Larry Page, one of Google's founders, described the perfect search engine as something that understands exactly what you are looking for and also exactly the supplies as a result. To meet this demand has developed a technology Google, which is based on the following three components:
The finishing touch is brought by the introduction of a ranking, as identified by the relevant documents to the user in a convenient order. The foundations for this are original ranking criteria summarized.
Crawl
Google uses so-called web crawlers (also often crawler or spider gennant) to find a website. The Google crawler called Googlebot. In general, any Web sites are not randomly accessed, but the crawler works systematically through the website links . Of a retrieved Web page hyperlinks are extracted and stored in a queue. This queue is then gradually processed. To conserve resources, however compared to previously which web pages the crawler has already retrieved.
At the present time two different crawling processes can be distinguished, the deep crawling and Fresh-crawling . Here the Deep Crawling is the process explained above, while the fresh-crawling is responsible for the timeliness of the retrieved pages. In this case, well-known sites are already re-crawled to the latest changes to recognize it.
The results of the crawling is passed to the so-called indexers, which is explained below.
Indexing
The pure collecting sites initially offer nothing but the archiving of information. However, the main purpose of search engines is searching (and finding) of documents. Since the duration of this process with an increasing number of documents also increases, a technique must be found to make this process as efficient as possible. For this reason, Google places for each crawled web page to an index consisting of the individual words of the document. The index associated with a word document and can be searched in parallel from diversified servers. This type of standard is also mentioned to as "inverted index".

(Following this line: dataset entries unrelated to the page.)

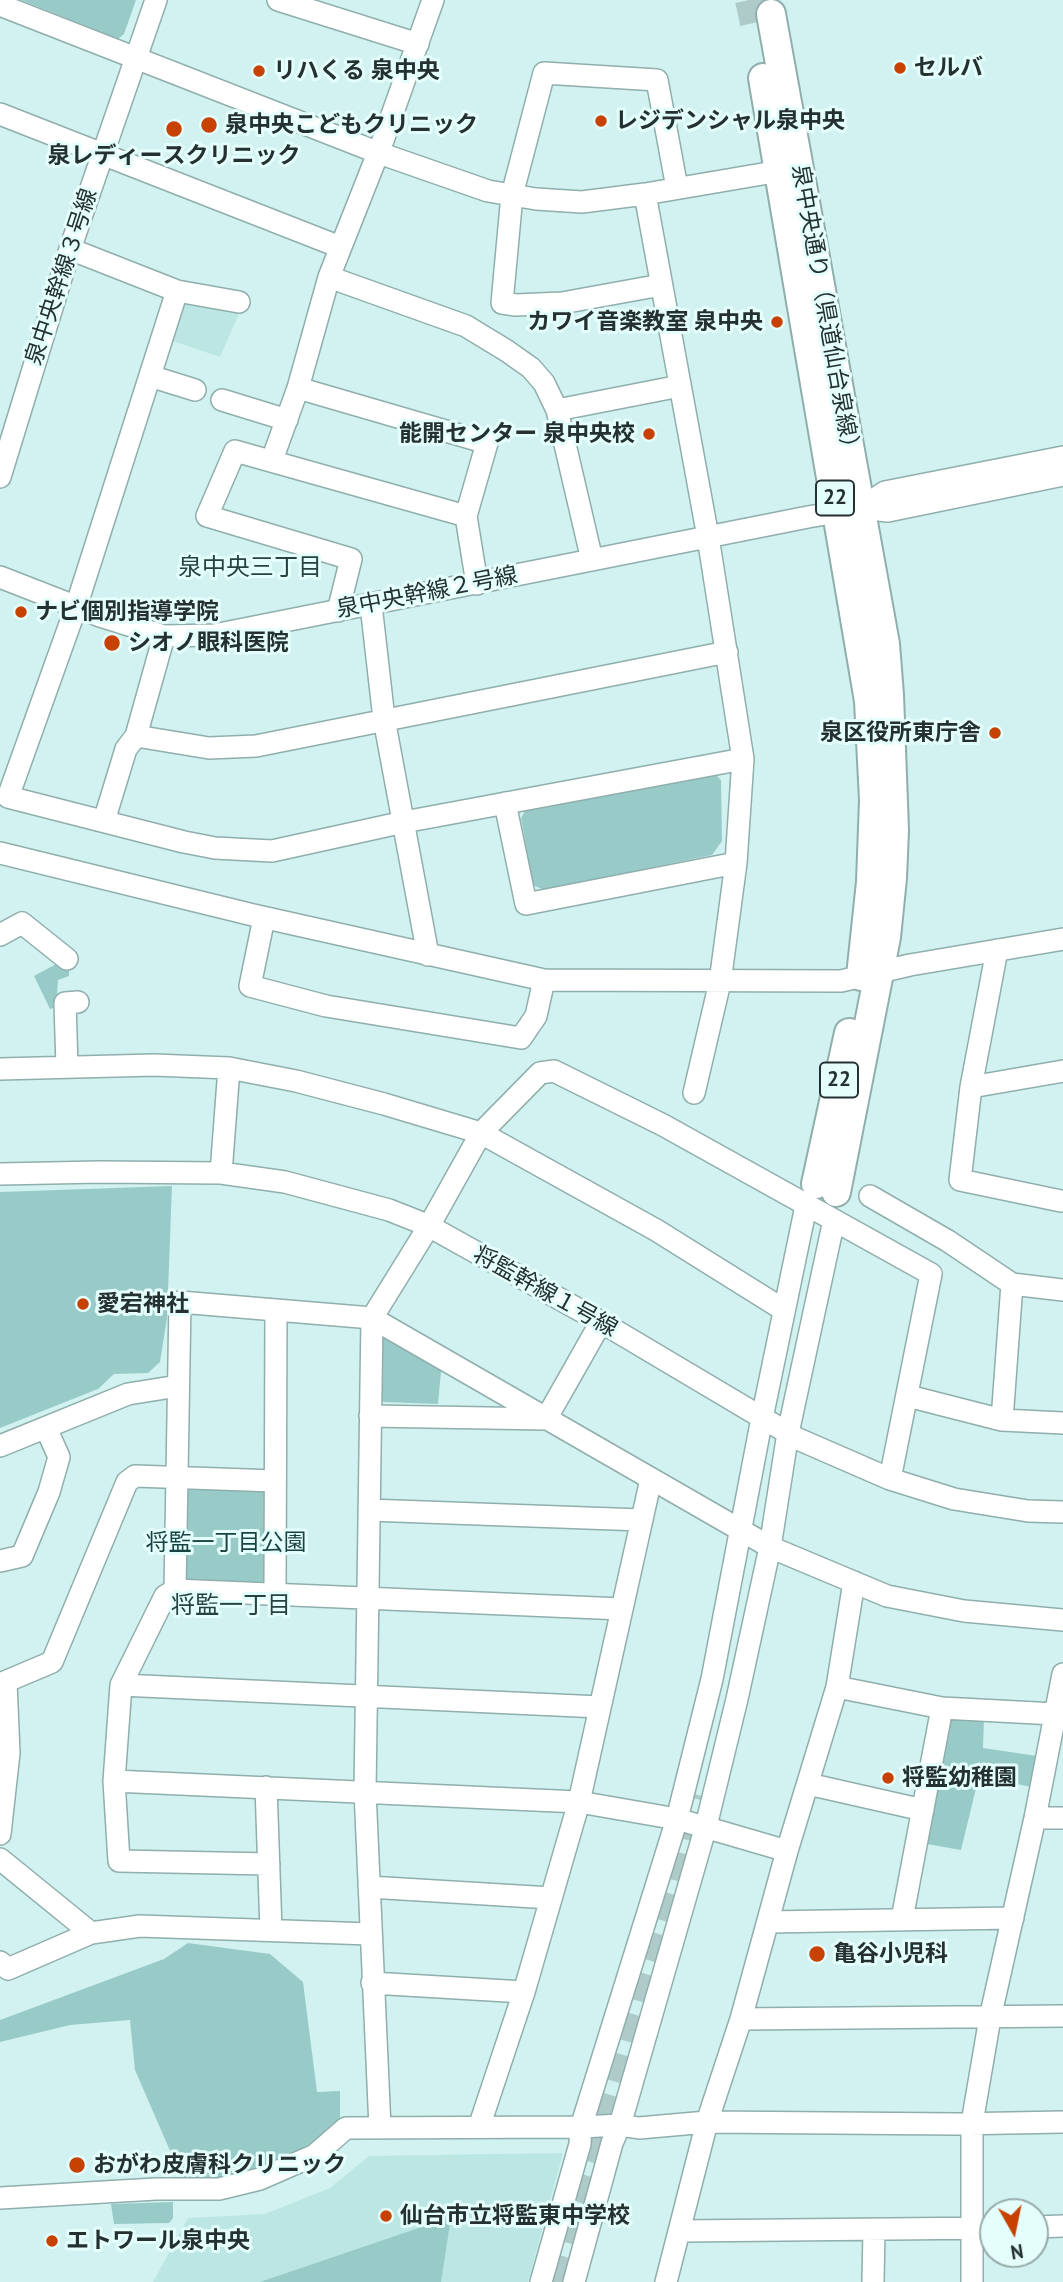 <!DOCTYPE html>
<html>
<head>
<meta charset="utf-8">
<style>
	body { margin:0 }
	#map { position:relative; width:1063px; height:2282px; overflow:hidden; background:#d1f2f0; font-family:"PT Sans",sans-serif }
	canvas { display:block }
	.north { position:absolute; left:979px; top:2198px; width:70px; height:70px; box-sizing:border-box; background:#e4fefc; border:2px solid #97acaa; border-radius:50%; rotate:171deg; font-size:19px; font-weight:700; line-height:28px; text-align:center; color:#243130 }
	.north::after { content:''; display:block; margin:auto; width:24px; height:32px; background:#c74100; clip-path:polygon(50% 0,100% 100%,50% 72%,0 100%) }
</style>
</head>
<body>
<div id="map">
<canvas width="1063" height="2282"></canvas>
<div class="north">N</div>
</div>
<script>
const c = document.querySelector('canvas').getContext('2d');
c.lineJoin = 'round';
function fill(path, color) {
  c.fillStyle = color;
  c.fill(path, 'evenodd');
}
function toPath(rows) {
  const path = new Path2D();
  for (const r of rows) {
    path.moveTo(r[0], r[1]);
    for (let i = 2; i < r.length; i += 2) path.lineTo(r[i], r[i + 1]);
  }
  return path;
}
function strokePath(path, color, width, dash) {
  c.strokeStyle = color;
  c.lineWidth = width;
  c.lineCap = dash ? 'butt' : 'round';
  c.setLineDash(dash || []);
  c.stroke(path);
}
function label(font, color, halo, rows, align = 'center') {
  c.font = font + ' "PT Sans","Noto Sans JP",sans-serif';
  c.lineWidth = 6;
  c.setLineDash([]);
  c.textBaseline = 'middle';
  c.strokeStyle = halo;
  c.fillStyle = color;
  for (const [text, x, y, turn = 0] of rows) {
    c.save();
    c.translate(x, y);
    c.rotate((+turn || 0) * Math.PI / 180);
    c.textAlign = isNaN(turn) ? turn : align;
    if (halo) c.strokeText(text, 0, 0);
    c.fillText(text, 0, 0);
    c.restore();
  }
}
const built = toPath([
	[187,299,240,311,220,357,170,340],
	[563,2153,528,2282,153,2282,188,2218,265,2214,330,2188,369,2156]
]);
const green = toPath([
	[21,0,136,0,124,34,118,39],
	[716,775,721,780,722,841,712,855,544,890,533,885,521,818,526,809],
	[60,962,69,968,69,976,58,980,56,1007,50,1009,34,976],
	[172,1186,167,1318,160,1362,148,1373,114,1374,98,1389,0,1428,0,1192],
	[381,1332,442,1361,438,1404,384,1402,379,1397],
	[188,1487,265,1490,265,1581,261,1585,185,1579],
	[984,1718,983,1748,1037,1756,1031,1787,979,1776,961,1850,927,1844,949,1719],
	[188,1943,270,1954,303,1982,317,2092,340,2091,340,2121,308,2145,259,2171,224,2181,184,2183,135,2070,130,2020,70,2025,0,2042,0,2020,164,1959],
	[173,2202,173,2218,169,2223,114,2224,111,2204],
	[451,2217,441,2282,260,2282]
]);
const majorTunnel = toPath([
	[749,0,754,23],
	[552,2282,679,1857,693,1794]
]);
const minor = toPath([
	[278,0,418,44],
	[0,5,379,153,488,191,536,199,582,202,645,194,780,171],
	[0,114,340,247],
	[645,194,708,537,743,759,736,863,720,982,694,1093],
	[70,249,177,291,239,302],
	[329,277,466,326,507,351,531,368,544,383,557,410,592,560],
	[661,285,562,303,516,305,502,303,512,195,544,73,657,80,677,188],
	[177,291,76,607,8,797,184,842,215,848,272,851,404,822,743,759],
	[150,376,195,390],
	[298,388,487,443,466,516],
	[222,400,287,420],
	[557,410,680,386],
	[272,460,298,388,329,277,382,143,433,0],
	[0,477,70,249,156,0],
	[861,508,885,492,1063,457],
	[0,577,100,616,164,636,214,635,808,517,861,508,888,511,1063,475],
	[371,605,384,719,428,955],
	[338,611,351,559,207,516,235,451,466,516,477,584],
	[164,636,136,736,209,748,256,746,727,652],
	[505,803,526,904,736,863],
	[104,821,126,749,136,736],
	[0,853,253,915,544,980,841,981,910,965,1063,939],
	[264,918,250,986,326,1006,521,1038,536,1016,544,980],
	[0,935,22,923,67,959],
	[997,950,971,1087,960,1180,1061,1201],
	[67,1067,65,1003,78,1002],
	[0,1069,154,1065,229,1068,296,1081,384,1104,481,1133,656,1230,784,1310],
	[971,1087,1063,1071],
	[221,1173,229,1068],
	[0,1174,100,1172,221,1173,285,1182,389,1210,427,1225,601,1322,798,1439,890,1479,954,1499,1028,1511,1063,1512],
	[870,1196,948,1241,1012,1284,1002,1420],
	[1012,1284,1063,1290],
	[908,1396,1002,1420,1063,1423],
	[370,1416,546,1419,601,1322],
	[0,1446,128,1394,178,1386],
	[369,1510,641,1520],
	[0,1561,22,1556,49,1492,59,1457,46,1428],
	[175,1590,622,1609],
	[275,1594,276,1310],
	[0,1684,52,1662,127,1482,135,1476,275,1481],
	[121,1685,600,1707],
	[837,1687,942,1708,1055,1714],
	[114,1781,579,1802,677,1819,787,1851],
	[808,1784,923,1810],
	[266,1787,271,1930],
	[1035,1818,1063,1818],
	[0,1834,9,1753,6,1682],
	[0,1859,91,1933,140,1926,370,1934],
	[269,1864,119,1861,114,1781,121,1685,165,1596,175,1590,180,1302,372,1318,770,1547,887,1596,964,1611,1063,1620],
	[369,1887,551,1898],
	[902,1919,942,1708],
	[768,1922,1013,1918],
	[0,1962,8,1969,91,1933],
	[372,1983,524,1992],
	[741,2019,1063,2016],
	[479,2127,524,1992,579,1802,651,1479],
	[380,2128,365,1791,372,1318,429,1226,481,1133,540,1073,554,1071,663,1125,931,1274,890,1479],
	[0,2198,156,2189,219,2189,260,2179,315,2155,346,2128,581,2127,620,2125,639,2128,707,2122,956,2124,1063,2122],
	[1035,2227,1063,2226],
	[680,2231,993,2228],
	[541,2282,580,2144,581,2127,677,1819,712,1679,762,1418,806,1206],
	[574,2282,612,2143,620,2125,706,1826,737,1699,770,1547,788,1433,834,1220],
	[666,2282,707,2122,741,2019,787,1851,837,1687,854,1582],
	[873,2282,874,2229],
	[972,2282,972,2123,990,2018,1035,1818,1063,1674]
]);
const major = toPath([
	[771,14,885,644,889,695,894,830,892,878,886,937,836,1192],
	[763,78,869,701,874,800,871,882,861,976],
	[816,1184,849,1033]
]);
const markers = [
	[900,68,7,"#c74100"],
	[259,71,7,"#c74100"],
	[601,121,7,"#c74100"],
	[209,125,9,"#c74100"],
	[174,129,9,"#c74100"],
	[777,322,7,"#c74100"],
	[649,434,7,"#c74100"],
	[21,612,7,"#c74100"],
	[112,643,9,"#c74100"],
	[995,733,7,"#c74100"],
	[83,1304,7,"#c74100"],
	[888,1778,7,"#c74100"],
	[817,1954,9,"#c74100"],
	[77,2165,9,"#c74100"],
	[386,2216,7,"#c74100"],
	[52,2241,7,"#c74100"]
];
const shields = [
	[835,498,38],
	[839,1080,38]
];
const shieldNames = [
	["22",835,498],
	["22",839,1080]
];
const poiNames = [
	["セルバ",914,68],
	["リハくる 泉中央",273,71],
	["レジデンシャル泉中央",615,121],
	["泉中央こどもクリニック",225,125],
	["泉レディースクリニック",174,156,"center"],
	["カワイ音楽教室 泉中央",763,322,"right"],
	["能開センター 泉中央校",635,434,"right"],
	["ナビ個別指導学院",35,612],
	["シオノ眼科医院",128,643],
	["泉区役所東庁舎",981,733,"right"],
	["愛宕神社",97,1304],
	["将監幼稚園",902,1778],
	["亀谷小児科",833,1954],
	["おがわ皮膚科クリニック",93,2165],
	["仙台市立将監東中学校",400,2216],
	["エトワール泉中央",66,2241]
];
const streetNames = [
	["泉中央幹線３号線",62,277,-72],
	["泉中央通り（県道仙台泉線）",825,312,80],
	["泉中央幹線２号線",427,593,-11],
	["将監幹線１号線",545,1292,29]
];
const parkNames = [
	["将監一丁目公園",226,1543]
];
const neighbourhoodNames = [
	["泉中央三丁目",250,568],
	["将監一丁目",231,1606]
];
fill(built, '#bce6e3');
fill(green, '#98cbc8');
strokePath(majorTunnel, '#aecbca', 28, [28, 14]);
strokePath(minor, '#8faeac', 24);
strokePath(major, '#8faeac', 32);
strokePath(minor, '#fff', 21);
strokePath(major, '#fff', 28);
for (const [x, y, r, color] of markers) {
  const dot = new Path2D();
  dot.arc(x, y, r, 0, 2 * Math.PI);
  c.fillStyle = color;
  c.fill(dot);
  strokePath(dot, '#e4fefc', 2.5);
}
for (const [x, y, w] of shields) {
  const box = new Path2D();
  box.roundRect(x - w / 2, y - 17.5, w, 35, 5);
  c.fillStyle = '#e4fefc';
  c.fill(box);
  strokePath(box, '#243130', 2);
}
label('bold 21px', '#243130', null, shieldNames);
label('bold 23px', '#243130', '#e4fefc', poiNames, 'left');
label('23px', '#243130', '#e4fefc', streetNames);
label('23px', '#194342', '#e4fefc', parkNames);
label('24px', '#264241', '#e4fefc', neighbourhoodNames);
</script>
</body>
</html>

The index itself is seeking requests for optimized (for example, only words are stored in lowercase and in alphabetical order). The efficient application of this method allows Google to answer queries in a fraction of a second, although theoretically recognized several billion web pages would have to be searched.
Query Processing
The query processing provides the interface to the users of the Google search engine represents a entered a search term ends quantity is processed by Google and sent to the database. The preparation includes, for example, the removal of stop words.
The request to the index database now delivers all documents that contain the search terms. This document set is also referred to as "posting list". The real power lies in this posting to list sorted so that it displays the most relevant results at the beginning. This is Google more than 200 rating factors a, on the one hand, the relevance and on the other the reputation evaluate a page. The results are what you generally summarized under the term SERP and which manifests itself in the display prepared for the searching user.
Original ranking criteria
Some of Google's ranking factors are in The Anatomy of a Large-Scale Hypertextual Web Search Engine described. These are explained below and it will be an evaluation in relation to the current relevance of these factors were made. The factors are:
This fall PageRank and anchor text in the field of OffPage optimization , while the "Other Features" on the field of onpage optimization relate.
Other features
Under "Other Features" are mentioned in the original version of Google 1998 Factors "keyword proximity" and "HTML markup". Under keyword proxmity is understood to be close to each other, the search terms within a document. The index is compared to the source code of the first search term with the other terms. HTML markup refers to the syntactic markup such as font size and color.